I had a k nano in my 29 gallon to help my canister filter with flow but I couldn't imagine putting my vortech in a planted tank with its wave making function blasting! Poor freshwater fish wouldn't know what hit them.


----------



## gus6464 (Dec 19, 2011)

I thought the RW-4 was an urban legend. Those sneaky bastards.


----------



## aquarist (Aug 29, 2012)

I use circulation pumps in all my aquariums. Have a big Koralia in my 75 gallon, and two SunSun JVP-201 in my 180. I don't see any loss in co2, my drop checkers stay nice yellowy green for the entire light period. 

I want a couple of the Jebao return pumps, love the "feed" option, where it'll turn the pumps off for ten minutes then automatically turn them back on.





gus6464 said:


> I thought the RW-4 was an urban legend. Those sneaky bastards.



Lol, perhaps it was! But like all urban legends there is money to be made!!

Jebao RW-4 Wavemaker:Amazon:Everything Else


----------



## bhazard451 (Jan 24, 2013)

I won't be running mine to make waves. This will be mostly used for circulation and natural water movement.

The ability to control the flow mode and intensity is key, which cannot be done with a Koralia.

I was never a fan of AC "wavemakers" either that would click every time the power shifted to another pump. These work much better, and are much more affordable than any other pump with the same options.


----------



## Aquascape Depot (Feb 27, 2014)

yeah I don't think anyone in the freshwater world is trying to create "waves" with wavemakers. They are great for circulation for dead spots. Never used a Jebao in my experience but good to hear it has some good reviews.


----------



## bhazard451 (Jan 24, 2013)

I lowered mine to 18v on a universal laptop power supply and lowest intensity on the controller, but it works very well in my planted tank that way. It also takes up less space than the Koralia Nano. Pics later.

At full blast, it throws the fish around in a 23 gallon. It could work great up to full blast in a 55 I believe.


----------



## HUNTER (Sep 4, 2012)

Planted tank doesn't need strong circulation, except for gentle sway. I've used jebao in my reef and it was a good pump, not so much for planted.


----------



## Neatfish (Jun 22, 2012)

You think the k nano 240 pump is to much for a 10g?


----------



## bhazard451 (Jan 24, 2013)

HUNTER said:


> Planted tank doesn't need strong circulation, except for gentle sway. I've used jebao in my reef and it was a good pump, not so much for planted.
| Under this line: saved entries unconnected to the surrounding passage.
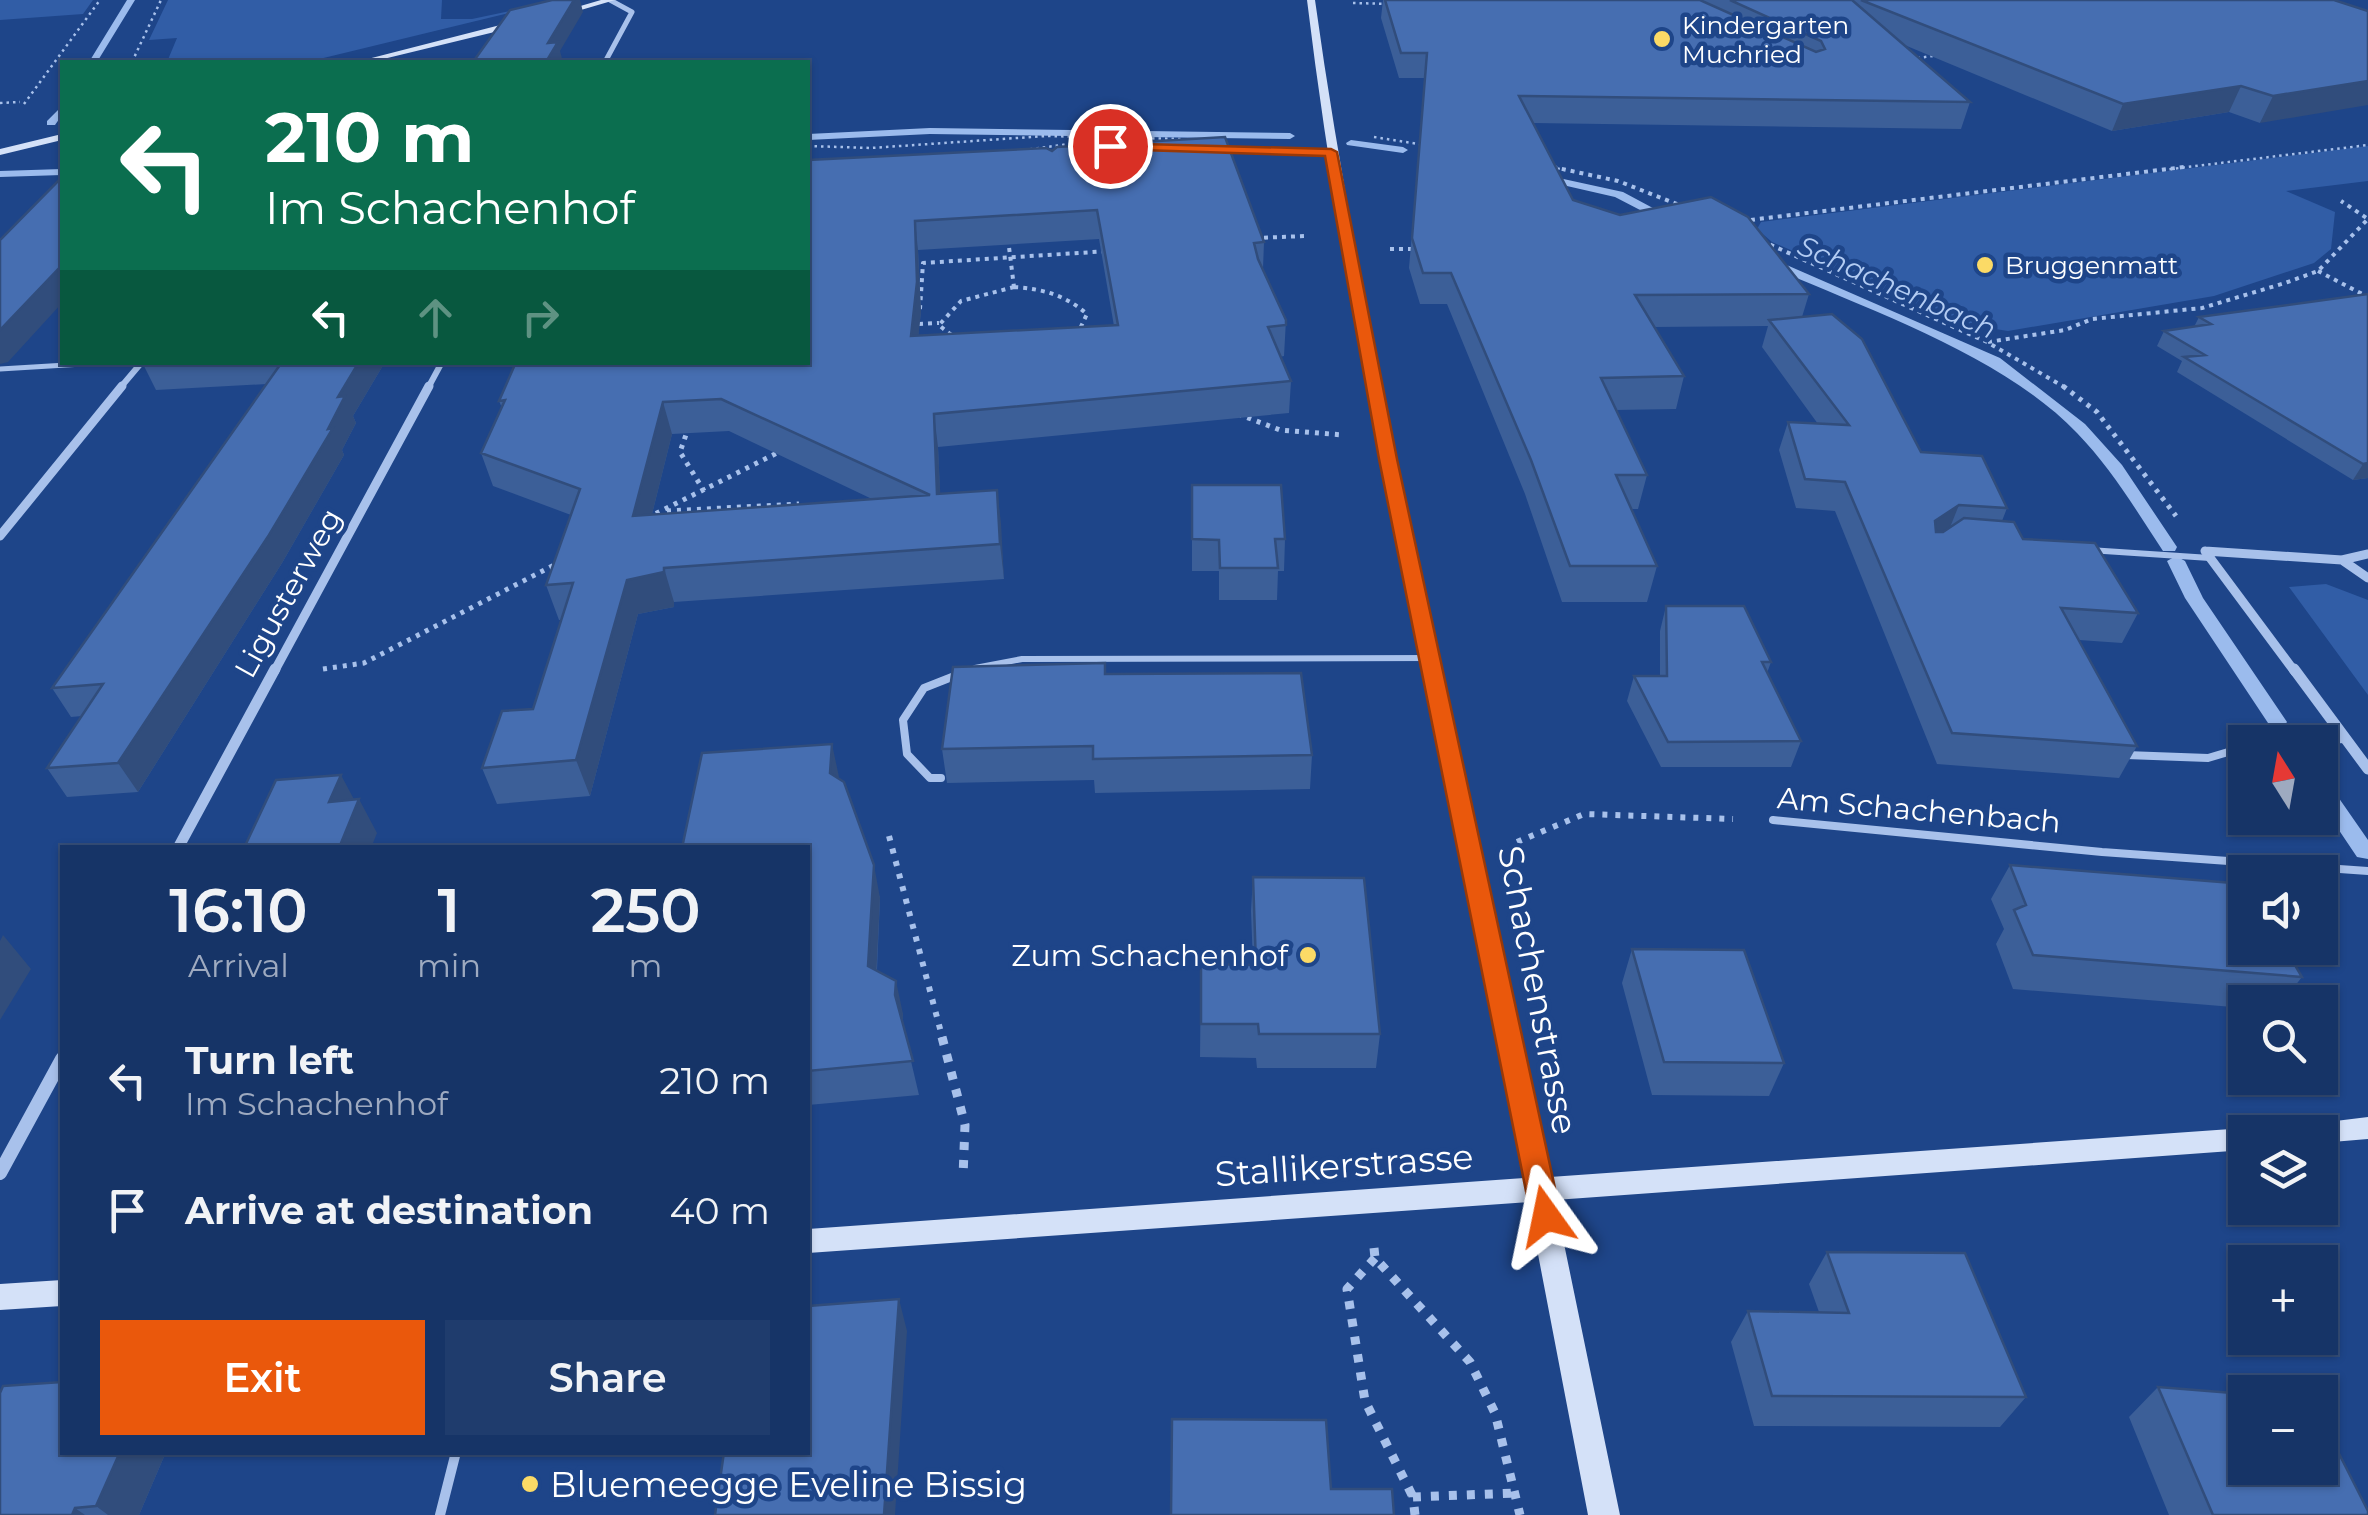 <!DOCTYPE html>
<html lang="en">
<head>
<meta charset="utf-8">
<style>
  body { margin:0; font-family:Montserrat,sans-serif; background:#1f3c6d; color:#f1f3f6; height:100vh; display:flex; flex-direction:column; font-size:38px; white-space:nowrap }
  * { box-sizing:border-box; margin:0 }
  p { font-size:32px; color:#9eaac0 }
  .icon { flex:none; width:55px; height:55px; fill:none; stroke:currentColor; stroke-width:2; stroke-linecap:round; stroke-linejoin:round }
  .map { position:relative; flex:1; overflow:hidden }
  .side { position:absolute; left:60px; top:845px; width:750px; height:610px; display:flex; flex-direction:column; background:#163467; border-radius:0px; box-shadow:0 2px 8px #0004,0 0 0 2px #354f7b }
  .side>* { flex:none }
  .top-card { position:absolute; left:60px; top:60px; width:750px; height:305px; border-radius:0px; box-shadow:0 2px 8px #0004,0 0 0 2px #354f7b; background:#0b6e4f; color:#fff; overflow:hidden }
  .needle { width:65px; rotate:349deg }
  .tools { position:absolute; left:2228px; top:725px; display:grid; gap:20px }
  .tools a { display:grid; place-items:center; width:110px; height:110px; border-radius:0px; background:#163467; box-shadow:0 2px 8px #0004,0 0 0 2px #354f7b; font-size:50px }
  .pin { position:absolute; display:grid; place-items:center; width:85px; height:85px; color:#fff; margin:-42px; border:5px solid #fff; border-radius:50%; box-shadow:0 2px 10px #0007 }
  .me { position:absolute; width:110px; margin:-55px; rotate:348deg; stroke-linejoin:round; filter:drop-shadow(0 0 8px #0008) }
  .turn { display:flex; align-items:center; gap:35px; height:210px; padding:0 40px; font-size:45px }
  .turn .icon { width:130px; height:130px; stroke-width:2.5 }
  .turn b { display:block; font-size:70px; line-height:85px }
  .lanes { display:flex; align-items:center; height:95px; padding:0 40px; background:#0003; justify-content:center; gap:50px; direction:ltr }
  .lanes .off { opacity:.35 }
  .eta { display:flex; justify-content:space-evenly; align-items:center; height:170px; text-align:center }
  .eta b { font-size:60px; font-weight:600; line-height:70px }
  .action { display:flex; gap:20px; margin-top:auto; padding:20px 40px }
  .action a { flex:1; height:115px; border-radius:0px; background:#ea580c; color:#fff; font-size:40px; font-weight:600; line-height:115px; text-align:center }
  .action a+a { background:#1f3c6d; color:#f1f3f6 }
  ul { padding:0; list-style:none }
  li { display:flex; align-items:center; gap:30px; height:130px; padding:0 40px }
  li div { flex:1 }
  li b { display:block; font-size:38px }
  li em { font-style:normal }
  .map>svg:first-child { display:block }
  .green { fill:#315da6 }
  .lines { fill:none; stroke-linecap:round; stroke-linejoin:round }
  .stream { fill:#9bbbed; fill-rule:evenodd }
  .path-far4 { stroke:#a8c1eb; stroke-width:2.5; stroke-dasharray:2.5 4; stroke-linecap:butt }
  .path-far3 { stroke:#a8c1eb; stroke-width:4; stroke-dasharray:4 5; stroke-linecap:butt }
  .path-far2 { stroke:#a8c1eb; stroke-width:5; stroke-dasharray:4 6; stroke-linecap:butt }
  .path-far1 { stroke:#a8c1eb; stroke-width:6; stroke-dasharray:5 8; stroke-linecap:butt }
  .path { stroke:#a8c1eb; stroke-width:9; stroke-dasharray:8 10; stroke-linecap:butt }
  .lane-far4 { stroke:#a8c1eb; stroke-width:4 }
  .lane-far3 { stroke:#a8c1eb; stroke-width:5 }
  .lane-far2 { stroke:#a8c1eb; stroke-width:6 }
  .lane-far1 { stroke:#a8c1eb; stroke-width:8 }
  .lane { stroke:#a8c1eb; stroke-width:10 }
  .street-far4 { stroke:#a8c1eb; stroke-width:5 }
  .street-far3 { stroke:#a8c1eb; stroke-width:6 }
  .street-far2 { stroke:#a8c1eb; stroke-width:9 }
  .street-far1 { stroke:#a8c1eb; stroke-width:11 }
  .street { stroke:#a8c1eb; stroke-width:14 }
  .secondary { fill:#d4e1f8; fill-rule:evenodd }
  .wall { fill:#3c5f98; fill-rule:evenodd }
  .shaded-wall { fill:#314d7c }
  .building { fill:#466eb1; stroke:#314d7c; stroke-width:2.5; fill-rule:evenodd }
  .route { fill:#ea580c; stroke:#983908; stroke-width:2.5 }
  .poi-dot { fill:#fbda66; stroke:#1e4589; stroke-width:4 }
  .labels { text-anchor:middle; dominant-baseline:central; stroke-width:9; stroke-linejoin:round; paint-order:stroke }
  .far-poi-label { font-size:25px; fill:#fff; stroke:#1e4589; text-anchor:start }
  .far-water-label { font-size:28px; font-style:italic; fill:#b3ccf3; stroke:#1e4589 }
  .street-label { font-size:30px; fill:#fff; stroke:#1e4589 }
  .poi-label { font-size:30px; fill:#fff; stroke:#1e4589; text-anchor:end }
  .near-street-label { font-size:35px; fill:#fff; stroke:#1e4589 }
  .near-poi-label { font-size:35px; fill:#fff; stroke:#1e4589; text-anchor:start }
</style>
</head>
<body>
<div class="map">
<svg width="2368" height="1515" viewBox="0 0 2368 1515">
  <rect width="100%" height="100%" fill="#1e4589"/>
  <path class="green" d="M0,0H93L83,14L0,20Z
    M168,0H442L441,19H472L562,0L307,62H167L177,38L149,40Z
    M2368,146V181L2286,191L2335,212L2331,249L2314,263L2214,296L2008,331L1963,324L1772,242L1757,229L1761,222Z
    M2326,584L2368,600V695L2289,587Z"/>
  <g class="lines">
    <path class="stream" d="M127,0H135L97,62H89Z
      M62,106V115L55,125H47V121Z
      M930,128L1290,133L1295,136L1290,139L930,134L808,140V134Z
      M1351,140L1403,147L1408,150L1403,153L1347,145L1346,143Z
      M62,169V175L0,177V171Z
      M1536,173L1623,192L1679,222L1669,225L1615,197L1532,178L1530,176Z
      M1766,256L2000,358L2085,424L2122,465L2177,547L2175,551H2163C2136,510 2111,468 2077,433C2000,353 1863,308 1762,263L1760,260Z
      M2176,556L2185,561L2203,598L2287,722L2284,726H2270L2185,598L2167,561Z
      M2320,779L2327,781L2368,840V859L2357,857L2320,802Z"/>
    <path class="path-far4" d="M1353,3L1390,4
      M1911,59L1939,55
      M132,62L161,0
      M191,62L216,60
      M0,103L20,102
      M24,104L100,0
      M1374,137L1425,145
      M808,146L871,148L1046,136L1183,139
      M1017,151L1069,144L1104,145
      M1551,167L1565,170
      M2163,170L2368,145"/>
    <path class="path-far3" d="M1553,167L1618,181L1682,206
      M1742,221L2184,167
      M1255,238L1307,236
      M1008,239L1014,287
      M1762,241L1987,342L2066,388
      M1390,249H1418
      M2318,271L2368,297
      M1014,287C1043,289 1065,295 1087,314L1077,335C1028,354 981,363 939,325L961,301Z
      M920,309L923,263L1109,251
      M919,324L939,323
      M1988,342L2065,330L2092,319L2202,308L2285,283L2318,271L2368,219L2341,201"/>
    <path class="path-far2" d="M2063,386L2097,412L2176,516
      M1238,414L1280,430L1343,435
      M689,426L680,452L704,491
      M667,511L799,504
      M647,518L783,450
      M323,669L364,663L560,562"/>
    <path class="path-far1" d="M889,836L943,1040
      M1517,842L1584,814L1733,819"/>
    <path class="path" d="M942,1037L965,1125L963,1177
      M1374,1248L1375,1258L1470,1362L1495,1413L1520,1515
      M1375,1258L1347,1289L1365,1401L1413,1497
      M1415,1515L1413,1497L1516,1493"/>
    <path class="lane-far4" d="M1221,149L1331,152"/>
    <path class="lane-far3" d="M0,369L116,362"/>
    <path class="lane-far2" d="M2089,550L2210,558
      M975,668L1022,659L1430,658"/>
    <path class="lane-far1" d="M2263,742L2346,739
      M2126,755L2208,758L2245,747
      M941,778H930L907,754L903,720L924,688L957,675
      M1773,820L2102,852L2368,871"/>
    <path class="lane" d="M440,1515L456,1452"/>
    <path class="street-far4" d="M605,62L632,12L610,0"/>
    <path class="street-far3" d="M120,388L142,362
      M428,388L442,362"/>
    <path class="street-far2" d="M0,536L122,386
      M2205,551L2295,672
      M2205,551L2342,560
      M2368,554L2342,560L2368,578
      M274,672L429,386"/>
    <path class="street-far1" d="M2294,669L2368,769
      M178,848L275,669"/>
    <path class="street" d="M0,1173L62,1059"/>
    <path class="secondary" d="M601,0H615L557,17L553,14Z
      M1307,0H1315C1355,290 1423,573 1484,859C1507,964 1528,1071 1550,1177L2245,1128L2255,1132H2245V1150L1555,1200L1620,1515H1588L1528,1202L808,1253V1229L1524,1178C1504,1072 1484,965 1463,858C1405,573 1342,289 1307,0Z
      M524,19L527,24L371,62H356Z
      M62,134V140L0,155V149Z
      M2368,1117V1139L2320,1143V1132H2307L2311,1124Z
      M62,1280V1306L0,1310V1284Z"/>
  </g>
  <path class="wall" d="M1383,0H2334L2260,123L2229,112L2112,131L1902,44L1970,102L1961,129L1533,123L1573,200L1809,294L1802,317L1921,452L2007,508L2002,521L2023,539L2138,613L2122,643L2079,640L2137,746L2119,778L1937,764L1835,511L1796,508L1779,450L1788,422L1818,424L1762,347L1768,326L1654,327L1684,376L1676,409L1616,410L1647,475L1638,509H1632L1657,566L1647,602H1562L1525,494L1447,304H1420L1409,268L1425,78H1399L1381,18Z
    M1046,148L1264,242L1263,269L1286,320L1284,356L1280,357L1291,381L1289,413L938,447L940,494L997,490L1004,579L674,602V607L638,614L590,796L497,804L482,768L533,709L561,620H559L546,585L571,515L493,486L481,453L502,408L499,401L808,362V160ZM1099,239L1114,326L918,336L921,312L918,250ZM729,431L872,499L652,514L672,434Z
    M2368,294V478L2353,480L2177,372L2182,361L2157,346L2164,331L2194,327L2199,317Z
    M144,362H385L353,416L356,423L342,450L344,455L282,563L138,792L67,797L47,768L82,716L71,717L52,688L267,384L156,390L143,364Z
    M1192,485L1285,539L1284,571H1278L1277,600H1219V571H1192Z
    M1666,606L1771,662L1767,673L1801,741L1791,767H1661L1627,701L1634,676H1660V631Z
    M1105,674L1312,755L1310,789L1095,793L1094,780L947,783L942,749Z
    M839,779L880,898L877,970L903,1014L902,1023L919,1095L808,1105V848Z
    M2010,865L2302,977L2282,1002H2245V1008L2013,989L1996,944L2004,929L1991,899Z
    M1253,877L1380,1034L1376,1068H1257L1256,1058L1200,1057L1201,964L1253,965L1251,911Z
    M1632,949L1784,1063L1769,1096L1652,1095L1622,983Z
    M1827,1252L2026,1397L2000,1427L1754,1426L1731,1342L1748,1311L1819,1312L1809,1284Z
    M2158,1387L2368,1515H2169L2129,1417Z
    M62,1452H166L139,1515H0Z"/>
  <path class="shaded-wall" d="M574,0H580L583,12L560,51L563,62H546L548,43Z
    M2368,81V105L2260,123L2273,96Z
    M2241,86L2229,112L2112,131L2123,104Z
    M915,221L918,250L921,312L915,367L911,336Z
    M62,265V303L8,362L0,364V330Z
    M359,362H385L353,416L356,423L342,450L344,455L282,563L138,792L118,763L328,429L338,397Z
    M663,402L672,434L643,550L633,516Z
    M934,414L938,447L942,528L937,494Z
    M2368,463V478L2353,480L2363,464Z
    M997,490L1001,523L1004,579L1000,544Z
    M1959,505L1947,535L1923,551L1935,521Z
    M664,568L674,602V607L638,614L590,796L576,760L627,580Z
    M832,744L839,777L837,806L830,773Z
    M341,775L357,805L359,799L377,833L371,848H339L329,802Z
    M874,865L880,898L875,999L868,966Z
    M3,935L31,969L0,1020V941Z
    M896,981L903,1014L902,1029L895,995Z
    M899,1299L907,1331L895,1515H884Z
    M120,1452H166L139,1515H108L96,1506Z
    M75,1508L85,1515H72Z"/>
  <path class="building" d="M552,0H574L548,43L558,42L546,62H473L510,10Z
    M1385,0H1700L1816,52L1825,49L1821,41L1730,0H1852L1970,102L1519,96L1573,200L1620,215L1711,197L1748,217L1809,294L1635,295L1684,376L1601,378L1647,475H1616L1657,566H1570L1531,460L1451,273H1423L1412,238L1427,53H1401Z
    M1861,0H2334L2368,11V81L2273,96L2241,86L2123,104Z
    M1225,137L1264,242L1254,243L1258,259L1286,320V325L1268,327L1291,381L934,414L937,494L997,490L1000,544L664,568V572L627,580L576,760L482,768L502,711L533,709L573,583L546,585L580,489L481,453L505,400L499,401L516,362H808V160L1046,148L1052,151L1057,147ZM1097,210L1118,325L911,336L917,282L915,221ZM721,399L930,495L633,516L663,402Z
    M62,177V265L0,330V240Z
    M2368,294V463L2363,464L2184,357L2205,355L2164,331L2211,324L2199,317Z
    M1832,314L1862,339L1921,452L1982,456L2007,508L1959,505L1935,521L1936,532H1943L1964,518L2014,522L2023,539L2095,543L2138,613L2061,608L2137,746L1952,733L1845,482L1805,479L1788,422L1849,425L1769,320Z
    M282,362H359L338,397L345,396L328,429L333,428L269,535L118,763L47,768L103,684L52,688Z
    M1192,485H1281L1285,539H1275L1278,568H1220L1219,540L1192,539Z
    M1666,606H1744L1771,662H1762L1801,741L1668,742L1634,676H1667Z
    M1105,663V674L1301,673L1312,755L1093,759V746L942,749L953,667Z
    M832,744L830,773L844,782L874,865L868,966L896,981L895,995L913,1061L808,1071V848H682L702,753Z
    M341,775L329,802L359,799L339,848H244L276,780Z
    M2010,865L2245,884V948H2285L2302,977L2033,955L2014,910L2026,905Z
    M1253,877L1364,878L1380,1034H1259L1258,1024H1201V964L1256,965Z
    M1632,949L1744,950L1784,1063L1664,1062Z
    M1827,1252L1965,1253L2026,1397L1772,1396L1748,1311L1849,1313Z
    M899,1299L884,1515H715L724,1452H808V1306Z
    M62,1382V1452H120L96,1506L75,1508L72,1515H0V1393L3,1386Z
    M2158,1387L2245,1394V1468H2320V1416L2368,1511V1515H2213Z
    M1172,1419L1326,1420L1331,1489H1392L1394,1515H1171Z"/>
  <path class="route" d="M1106,143L1331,149L1337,152L1397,459L1561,1216L1557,1226L1546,1230L1535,1226L1531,1216L1379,459L1325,156L1110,149Z"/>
  <g class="poi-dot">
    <circle cx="1662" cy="39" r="10"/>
    <circle cx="1985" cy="265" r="10"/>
    <circle cx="1308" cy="955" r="10"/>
    <circle cx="530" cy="1484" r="10"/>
  </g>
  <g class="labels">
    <g class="far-poi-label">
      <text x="1682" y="25">Kindergarten<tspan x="1682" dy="29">Muchried</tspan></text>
      <text x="2005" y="265">Bruggenmatt</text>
    </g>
    <g class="far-water-label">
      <text transform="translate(1897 287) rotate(24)">Schachenbach</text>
    </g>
    <g class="street-label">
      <text transform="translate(288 593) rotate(-61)">Ligusterweg</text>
      <text transform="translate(1919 810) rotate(5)">Am Schachenbach</text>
    </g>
    <g class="poi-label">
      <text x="1288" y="955">Zum Schachenhof</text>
    </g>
    <g class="near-street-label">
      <text transform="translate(1538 990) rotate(79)">Schachenstrasse</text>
      <text transform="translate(1344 1165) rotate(-4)">Stallikerstrasse</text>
    </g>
    <g class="near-poi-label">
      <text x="550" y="1484">Bluemeegge Eveline Bissig</text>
    </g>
  </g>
</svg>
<div class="tools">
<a><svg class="needle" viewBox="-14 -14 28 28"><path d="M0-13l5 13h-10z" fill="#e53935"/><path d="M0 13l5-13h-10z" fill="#9eaac0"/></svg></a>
<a><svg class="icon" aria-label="sound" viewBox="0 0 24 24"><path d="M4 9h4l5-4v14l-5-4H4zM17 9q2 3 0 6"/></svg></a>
<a><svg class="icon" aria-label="search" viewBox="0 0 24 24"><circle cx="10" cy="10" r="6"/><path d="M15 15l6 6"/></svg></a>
<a><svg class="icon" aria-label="layers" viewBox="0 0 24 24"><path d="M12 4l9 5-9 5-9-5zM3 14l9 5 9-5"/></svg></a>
<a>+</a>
<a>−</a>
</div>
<div class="pin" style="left:1110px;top:146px;background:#d93025"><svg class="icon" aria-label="arrive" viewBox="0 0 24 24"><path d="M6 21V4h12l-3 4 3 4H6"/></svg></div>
<svg class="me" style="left:1546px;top:1216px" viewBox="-20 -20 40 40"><path d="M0-17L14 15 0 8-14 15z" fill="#ea580c" stroke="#fff" stroke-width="4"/></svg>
<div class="top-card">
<div class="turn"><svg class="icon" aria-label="left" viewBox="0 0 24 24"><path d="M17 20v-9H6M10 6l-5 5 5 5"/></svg><div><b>210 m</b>Im Schachenhof</div></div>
<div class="lanes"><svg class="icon" aria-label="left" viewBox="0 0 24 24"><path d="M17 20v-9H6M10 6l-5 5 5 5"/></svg><svg class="icon off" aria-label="ahead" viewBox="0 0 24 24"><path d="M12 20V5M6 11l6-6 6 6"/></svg><svg class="icon off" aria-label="right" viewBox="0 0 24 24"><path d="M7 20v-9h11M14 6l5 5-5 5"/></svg></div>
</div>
<section class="side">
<div class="eta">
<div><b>16:10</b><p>Arrival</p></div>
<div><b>1</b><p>min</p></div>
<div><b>250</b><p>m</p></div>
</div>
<ul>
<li><svg class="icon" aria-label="left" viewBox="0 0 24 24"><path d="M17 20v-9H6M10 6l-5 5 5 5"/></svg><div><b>Turn left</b><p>Im Schachenhof</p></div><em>210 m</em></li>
<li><svg class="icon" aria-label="arrive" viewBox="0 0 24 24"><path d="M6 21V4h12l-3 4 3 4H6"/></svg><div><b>Arrive at destination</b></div><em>40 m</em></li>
</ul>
<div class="action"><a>Exit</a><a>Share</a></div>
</section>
</div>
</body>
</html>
That's exactly what it's doing. It provides a nice gentle flow that starts/stops in "C" mode anywhere from 1-30 seconds at a time at the lowest intensity setting. The other modes like the "random" else mode go to full intensity at times no matter how you set it, and it's just too much for the tank.

I find it more lively than having everything perfectly still all the time, and I'm sure its good for circulation.

I'll try to get a pic or vid at some point tomorrow.


----------



## aquarist (Aug 29, 2012)

Neatfish said:


> You think the k nano 240 pump is to much for a 10g?



I tried out a few small pumps for my 10 gallon aquariums, and they all seemed over powered. I found that an oversize HOB filter works the best. I use Fluval C4s, same thing as AquaClear, it provides excellent water circulation and keeps the water super clear, probably have the clearest water in my 10 gallon aquariums.


----------



## Ghia (May 1, 2014)

Just installed a Sicce Voyager nano (264 gph) in my 32 gallon planted. This very small streaming pump is almost too much. I'll have to figure out how to direct it without blowing my fish out of the water. But a fantastic little gadget for the money, and very quiet. My cories like it, the otos not so much...


----------



## HUNTER (Sep 4, 2012)

My AC 70 on it's own is doing a good job as far circulation plus good filtration on my 17g. I also have a 50gph powerhead that I turn on whenever I need to stir things around the tank.


----------



## LeeOrlando2 (Jul 3, 2014)

I'm setting up my 30 gal with a fluval 304, but since I was planning to use a spray bar instead of the regular outflow, I was thinking of using a power head to give circulation. I saw a 150gph on sale cheap. Would that be too much or not enough for a planted tank?


Sent from my iPhone using Tapatalk


----------



## Main (Jun 4, 2014)

I have the Jeboa twin WP-40 in my reef tank and those things are strong! Anything stronger than my spraybar in my freshwater will uproot my plants.


----------